> _TASK BRIEF_
Would you write out the entries below, every one of them, exactly?

━━ TASK DATA

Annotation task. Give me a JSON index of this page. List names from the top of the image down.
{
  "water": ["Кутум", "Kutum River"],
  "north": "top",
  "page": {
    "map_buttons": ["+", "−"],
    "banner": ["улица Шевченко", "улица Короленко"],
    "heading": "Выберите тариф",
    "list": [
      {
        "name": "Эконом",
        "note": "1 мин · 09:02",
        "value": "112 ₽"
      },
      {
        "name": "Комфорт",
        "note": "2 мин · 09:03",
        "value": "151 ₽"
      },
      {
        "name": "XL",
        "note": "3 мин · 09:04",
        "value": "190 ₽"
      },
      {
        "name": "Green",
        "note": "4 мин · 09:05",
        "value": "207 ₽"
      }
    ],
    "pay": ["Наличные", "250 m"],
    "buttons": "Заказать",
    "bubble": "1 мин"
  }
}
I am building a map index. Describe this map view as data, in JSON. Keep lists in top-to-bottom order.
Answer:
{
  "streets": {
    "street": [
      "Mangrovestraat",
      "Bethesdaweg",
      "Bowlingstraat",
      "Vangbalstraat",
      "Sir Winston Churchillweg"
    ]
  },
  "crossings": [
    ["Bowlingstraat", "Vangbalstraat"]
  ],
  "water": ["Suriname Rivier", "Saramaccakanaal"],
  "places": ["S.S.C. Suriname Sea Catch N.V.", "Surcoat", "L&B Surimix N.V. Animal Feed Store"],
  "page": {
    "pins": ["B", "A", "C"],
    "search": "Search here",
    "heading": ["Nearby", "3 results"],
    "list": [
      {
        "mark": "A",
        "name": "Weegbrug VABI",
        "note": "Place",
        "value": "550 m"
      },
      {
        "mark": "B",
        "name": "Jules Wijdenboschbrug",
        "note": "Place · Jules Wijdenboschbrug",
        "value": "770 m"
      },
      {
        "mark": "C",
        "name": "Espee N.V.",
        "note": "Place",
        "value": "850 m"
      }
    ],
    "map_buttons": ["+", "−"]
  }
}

━━━━

> _SOLUTION TO THIS EXERCISE_
Annotation task. Give me a JSON index of this page. List names from the top of the image down.
{
  "water": ["Кутум", "Kutum River"],
  "north": "top",
  "page": {
    "map_buttons": ["+", "−"],
    "banner": ["улица Шевченко", "улица Короленко"],
    "heading": "Выберите тариф",
    "list": [
      {
        "name": "Эконом",
        "note": "1 мин · 09:02",
        "value": "112 ₽"
      },
      {
        "name": "Комфорт",
        "note": "2 мин · 09:03",
        "value": "151 ₽"
      },
      {
        "name": "XL",
        "note": "3 мин · 09:04",
        "value": "190 ₽"
      },
      {
        "name": "Green",
        "note": "4 мин · 09:05",
        "value": "207 ₽"
      }
    ],
    "pay": ["Наличные", "250 m"],
    "buttons": "Заказать",
    "bubble": "1 мин"
  }
}
I am building a map index. Describe this map view as data, in JSON. Keep lists in top-to-bottom order.
Answer:
{
  "streets": {
    "street": [
      "Mangrovestraat",
      "Bethesdaweg",
      "Bowlingstraat",
      "Vangbalstraat",
      "Sir Winston Churchillweg"
    ]
  },
  "crossings": [
    ["Bowlingstraat", "Vangbalstraat"]
  ],
  "water": ["Suriname Rivier", "Saramaccakanaal"],
  "places": ["S.S.C. Suriname Sea Catch N.V.", "Surcoat", "L&B Surimix N.V. Animal Feed Store"],
  "page": {
    "pins": ["B", "A", "C"],
    "search": "Search here",
    "heading": ["Nearby", "3 results"],
    "list": [
      {
        "mark": "A",
        "name": "Weegbrug VABI",
        "note": "Place",
        "value": "550 m"
      },
      {
        "mark": "B",
        "name": "Jules Wijdenboschbrug",
        "note": "Place · Jules Wijdenboschbrug",
        "value": "770 m"
      },
      {
        "mark": "C",
        "name": "Espee N.V.",
        "note": "Place",
        "value": "850 m"
      }
    ],
    "map_buttons": ["+", "−"]
  }
}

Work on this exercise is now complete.